It’s one thing to talk about celebrity authors or authors that we’ve been in love with since childhood. Madeleine L’Engle, Stephen King, Neal Stephenson, Terry Pratchett, Neil Gaiman, Isaac Asimov. There are few quibbles about their right to be in the hallowed halls of fame.
But what happens when a “nobody” rises to fame? What happens when somebody much like yourself (or — horrors! — even less experienced than yourself) becomes popular or is touted as great by those around you?
Have you ever heard that little voice whispering, “Why are they getting all the attention? What about me?”
The Plight of Boromir
Boromir fell into this trap. From the beginning, he was envious of Frodo’s assignment as the Ring Bearer. He could not believe that this inferior little person was being given this enormous responsibility and the much-desired Ring of Power. Why was this fluffy-footed little halfling getting all the attention?
Eventually, his envy (which was really rooted in his pride — another dangerous thing that twists our view of the world) caused the breaking of the Fellowship and the departure of the Ring to Mordor in the hands of two unprotected hobbits. His blind desire for the Ring and contempt for the chosen Ring Bearer put the world into more danger than ever. Instead of protecting and supporting the one who was chosen to carry the burden, he drove him away and into the grasp of the treacherous Gollum.
Envy clouds your view
Envy has never ended well for fantasy characters. The Queen step-mother of Snow White was obsessed with being the most beautiful and it twisted her into the most wicked. Whatever you focus on and give attention to will loom larger in your mind. The step-sisters of Cinderella were terribly envious of her beauty and overall sweetness. They mutilated themselves, trying to fit her mold (the slipper). They could have had a wonderful life as the sisters of the new Queen, but instead their eyes were pecked out by vengeful birds or they were relegated to servanthood, depending on the story version.

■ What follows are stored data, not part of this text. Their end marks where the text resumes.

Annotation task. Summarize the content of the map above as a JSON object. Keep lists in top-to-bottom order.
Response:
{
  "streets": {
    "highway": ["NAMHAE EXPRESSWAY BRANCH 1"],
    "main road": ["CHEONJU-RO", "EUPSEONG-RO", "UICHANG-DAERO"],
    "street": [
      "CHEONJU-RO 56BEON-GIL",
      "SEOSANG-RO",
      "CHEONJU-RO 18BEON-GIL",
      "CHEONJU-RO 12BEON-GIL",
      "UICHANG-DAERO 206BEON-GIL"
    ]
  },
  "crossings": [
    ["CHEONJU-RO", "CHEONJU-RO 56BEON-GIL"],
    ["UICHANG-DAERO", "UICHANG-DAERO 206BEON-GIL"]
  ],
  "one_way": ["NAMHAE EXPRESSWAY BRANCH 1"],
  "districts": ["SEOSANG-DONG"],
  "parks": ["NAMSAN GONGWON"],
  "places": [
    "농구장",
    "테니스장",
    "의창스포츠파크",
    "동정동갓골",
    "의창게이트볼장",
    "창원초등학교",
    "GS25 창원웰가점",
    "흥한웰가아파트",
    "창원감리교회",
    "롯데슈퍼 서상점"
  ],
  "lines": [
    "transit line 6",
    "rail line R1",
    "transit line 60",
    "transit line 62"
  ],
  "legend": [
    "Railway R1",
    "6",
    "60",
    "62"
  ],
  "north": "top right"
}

When you are busy envying someone else’s success, you are wasting energy. Not only that, but envy leads to blindness and poor decision-making. Two common pitfalls: either you will try to copy the other person’s success (without considering whether it fits your own brand and personality and goals) or you will reject their entire approach (missing out on some excellent tactics because you simply Will… Not… Be… Like… Them).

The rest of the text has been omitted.